Diego Ghezzi, Bioingenieur an der ETH Lausanne

Diego Ghezzi von der ETH Lausanne sieht dennoch ein grosses Potenzial bei den Implantaten. Er selber ist mit seinem Labor dabei, die Prothesen weiterzuentwickeln. «Bisherige Implantate ermöglichen den Patienten nur einen geringen Sehwinkel», sagt Ghezzi. Das sei so, als schauten sie permanent durch ein Schlüsselloch. Der Bioingenieur hat deshalb ein Implantat mit zahlreichen fotovoltaischen Sensoren ausgestattet, die zu einer sehr viel höheren Auflösung und einem bis zu dreimal grösseren Sehwinkel als herkömmliche Implantate führen sollen.

Ghezzi findet die Veröffentlichung von Sahel und Roska «wissenschaftlich sehr interessant». Als Konkurrenz betrachtet er die beiden unterschiedlichen Ansätze aber nicht. Seine Hoffnung ist, dass sich künftig einmal die Patienten entscheiden können werden, ob sie lieber ein Implantat ins Auge operiert oder ein fremdes Gen gespritzt bekommen wollen.

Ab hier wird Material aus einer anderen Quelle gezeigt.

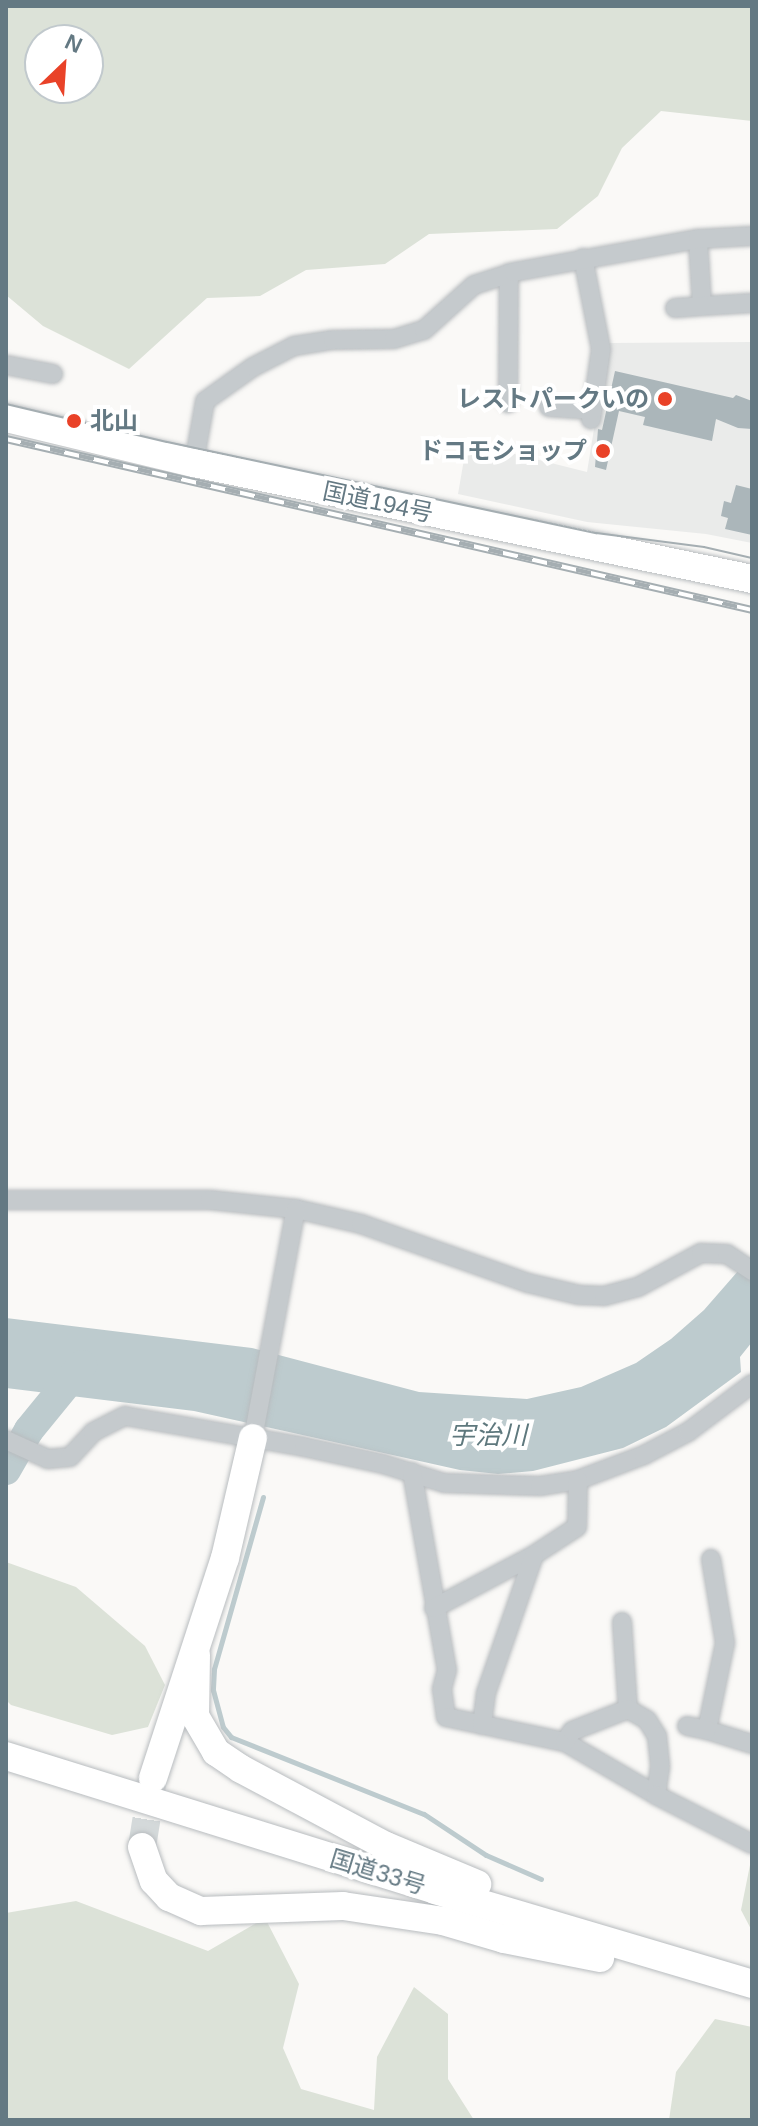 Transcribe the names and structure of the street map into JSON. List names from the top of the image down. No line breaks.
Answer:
{"streets":{"highway":["国道194号","国道33号"]},"water":["宇治川"],"places":["レストパークいの","北山","ドコモショップ"],"north":"top right"} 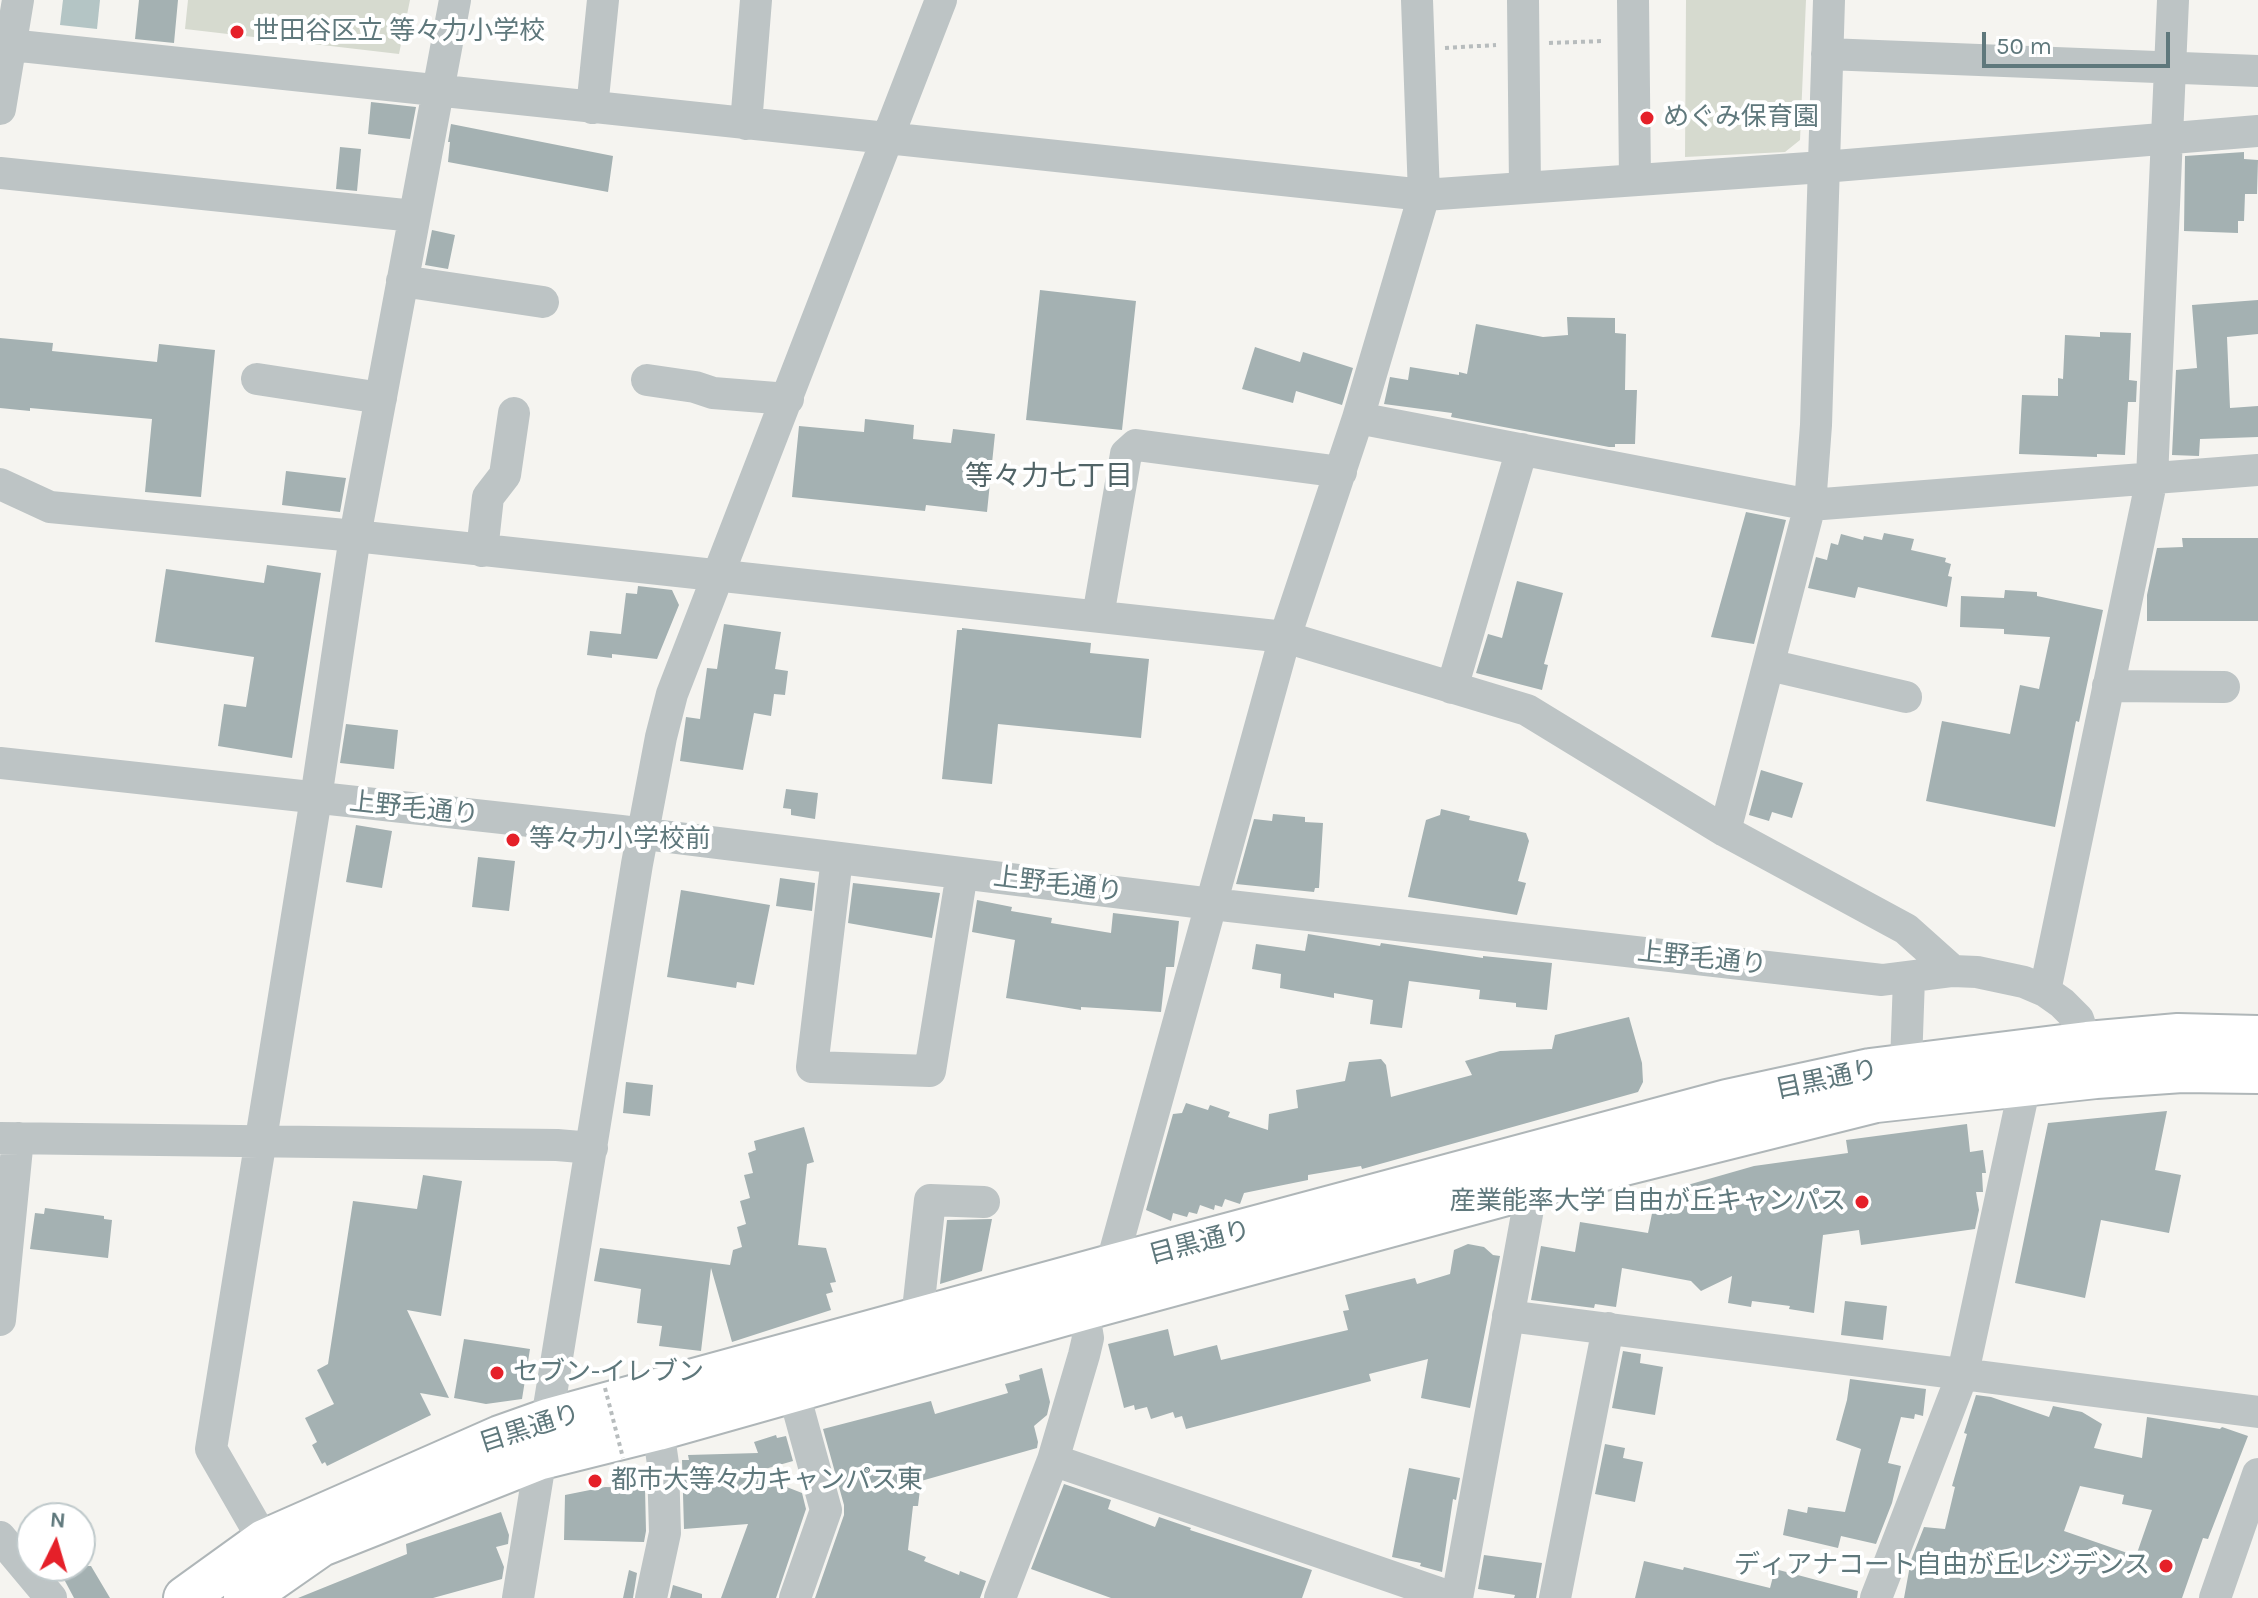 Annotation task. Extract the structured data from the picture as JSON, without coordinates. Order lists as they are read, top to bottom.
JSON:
{
  "streets": {
    "main road": ["目黒通り"],
    "street": ["上野毛通り"]
  },
  "crossings": [
    ["上野毛通り", "目黒通り"]
  ],
  "districts": ["等々力七丁目"],
  "places": [
    "世田谷区立 等々力小学校",
    "めぐみ保育園",
    "等々力小学校前",
    "産業能率大学 自由が丘キャンパス",
    "セブン-イレブン",
    "都市大等々力キャンパス東",
    "ディアナコート自由が丘レジデンス"
  ],
  "scale_bar": "50 m",
  "north": "top"
}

Eins nur muss klar sein: Wer das Augenlicht verloren hat, wird es durch diese Therapien nicht vollständig zurückerlangen können. Das Ziel sei, mithilfe dieser Methoden den Blinden ein neues, «künstliches» Sehen zu ermöglichen, sodass sie ihren Alltag besser meistern können, sagt Ghezzi.